Implementation of Telescoping Boxes in Adaptive Steered Molecular Dynamics

Affiliations

Implementation of Telescoping Boxes in Adaptive Steered Molecular Dynamics

Yi Zhuang et al. J Chem Theory Comput. .

Abstract

Long-time dynamical processes, such as those involving protein unfolding and ligand interactions, can be accelerated and realized through steered molecular dynamics (SMD). The challenge has been the extraction of information from such simulations that generalize for complex nonequilibrium processes. The use of Jarzynski's equality opened the possibility of determining the free energy along the steered coordinate, but sampling over the nonequilibrium trajectories is slow to converge. Adaptive steered molecular dynamics (ASMD) and other related techniques have been introduced to overcome this challenge through the use of stages. Here, we take advantage of these stages to address the numerical cost that arises from the required use of very large solvent boxes.
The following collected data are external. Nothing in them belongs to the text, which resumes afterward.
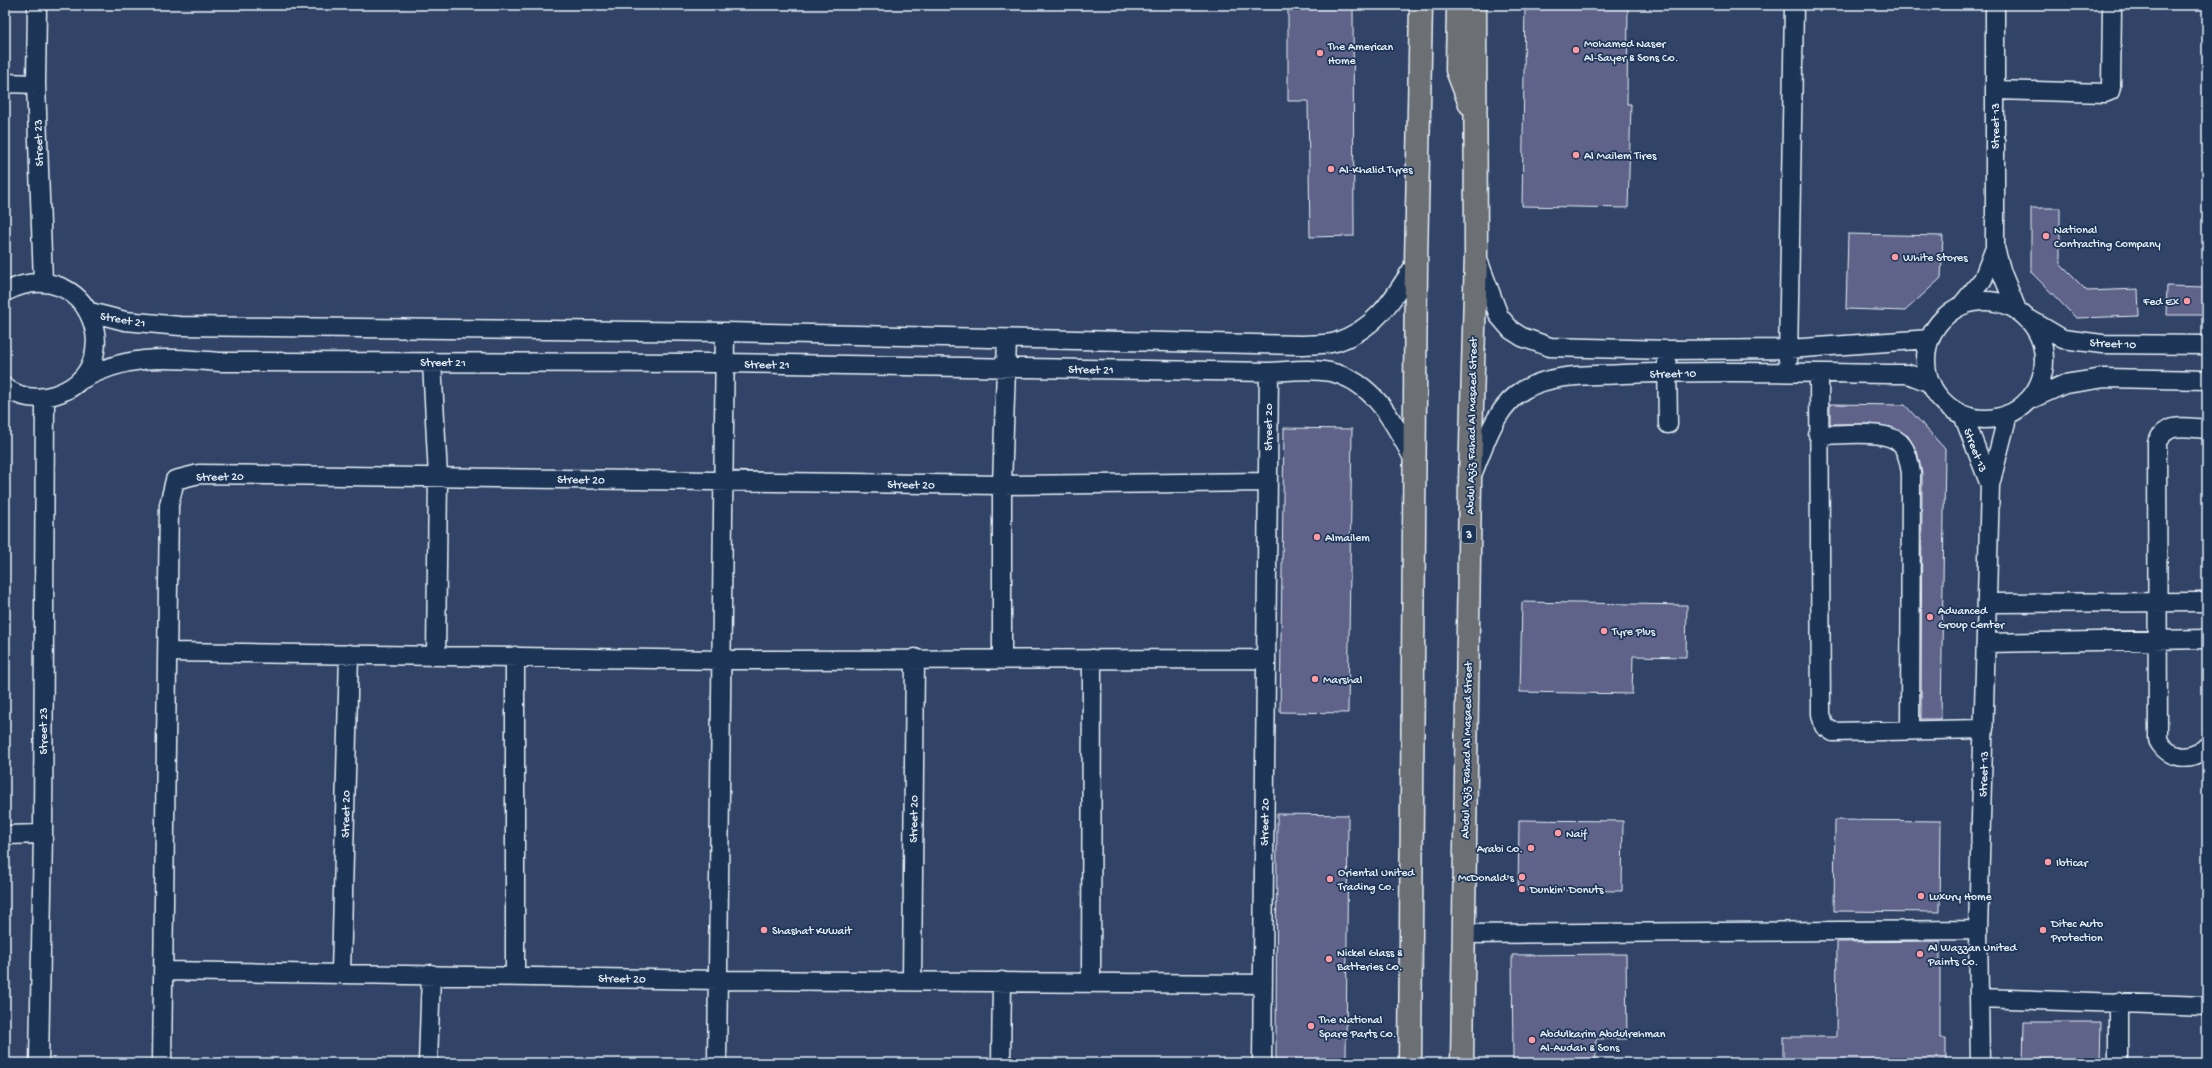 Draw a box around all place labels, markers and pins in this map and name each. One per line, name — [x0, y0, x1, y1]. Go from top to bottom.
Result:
place label: Mohamed Naser Al-Sayer & Sons Co. — [1584, 38, 1679, 66]
place label: The American Home — [1327, 41, 1393, 69]
marker: Mohamed Naser Al-Sayer & Sons Co. — [1571, 45, 1581, 55]
marker: The American Home — [1315, 48, 1325, 58]
marker: Al Mailem Tires — [1571, 150, 1581, 160]
place label: Al Mailem Tires — [1584, 150, 1657, 164]
marker: Al-Khalid Tyres — [1326, 164, 1336, 174]
place label: Al-Khalid Tyres — [1339, 164, 1413, 178]
place label: National Contracting Company — [2054, 224, 2161, 252]
marker: National Contracting Company — [2041, 231, 2051, 241]
marker: White Stores — [1890, 252, 1900, 262]
place label: White Stores — [1903, 252, 1968, 266]
place label: Fed Ex — [2142, 296, 2180, 310]
marker: Fed Ex — [2182, 296, 2192, 306]
marker: Almailem — [1312, 532, 1322, 542]
place label: Almailem — [1325, 532, 1370, 546]
place label: Advanced Group Center — [1938, 605, 2006, 633]
marker: Advanced Group Center — [1925, 612, 1935, 622]
marker: Tyre Plus — [1599, 626, 1609, 636]
place label: Tyre Plus — [1611, 626, 1656, 640]
marker: Marshal — [1310, 674, 1320, 684]
place label: Marshal — [1323, 674, 1363, 688]
marker: Naif — [1553, 828, 1563, 838]
place label: Naif — [1566, 828, 1588, 842]
place label: Arabi Co. — [1477, 843, 1523, 857]
marker: Arabi Co. — [1526, 843, 1536, 853]
marker: Ibticar — [2043, 857, 2053, 867]
place label: Ibticar — [2056, 857, 2089, 871]
place label: Oriental United Trading Co. — [1337, 867, 1415, 895]
place label: McDonald's — [1458, 872, 1515, 886]
marker: McDonald's — [1517, 872, 1527, 882]
marker: Oriental United Trading Co. — [1325, 874, 1335, 884]
marker: Dunkin' Donuts — [1517, 884, 1527, 894]
place label: Dunkin' Donuts — [1529, 884, 1604, 898]
marker: Luxury Home — [1916, 891, 1926, 901]
place label: Luxury Home — [1929, 891, 1993, 905]
place label: Ditec Auto Protection — [2050, 918, 2103, 946]
marker: Shashat Kuwait — [759, 925, 769, 935]
place label: Shashat Kuwait — [772, 925, 853, 939]
marker: Ditec Auto Protection — [2038, 925, 2048, 935]
place label: Al Wazzan United Paints Co. — [1927, 942, 2018, 970]
place label: Nickel Glass & Batteries Co. — [1336, 947, 1403, 975]
marker: Al Wazzan United Paints Co. — [1915, 949, 1925, 959]
marker: Nickel Glass & Batteries Co. — [1324, 954, 1334, 964]
place label: The National Spare Parts Co. — [1318, 1014, 1397, 1042]
marker: The National Spare Parts Co. — [1306, 1021, 1316, 1031]
place label: Abdulkarim Abdulrehman Al-Audah & Sons — [1540, 1028, 1666, 1056]
marker: Abdulkarim Abdulrehman Al-Audah & Sons — [1527, 1035, 1537, 1045]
We introduce telescoping box schemes within adaptive steered molecular dynamics (ASMD) in which we adjust the solvent box between stages and thereby vary (and optimize) the required number of solvent molecules. We have benchmarked the method on a relatively long α-helical peptide, Ala30, with respect to the potential of mean force and hydrogen bonds. We show that the use of telescoping boxes introduces little numerical error while significantly reducing the computational cost.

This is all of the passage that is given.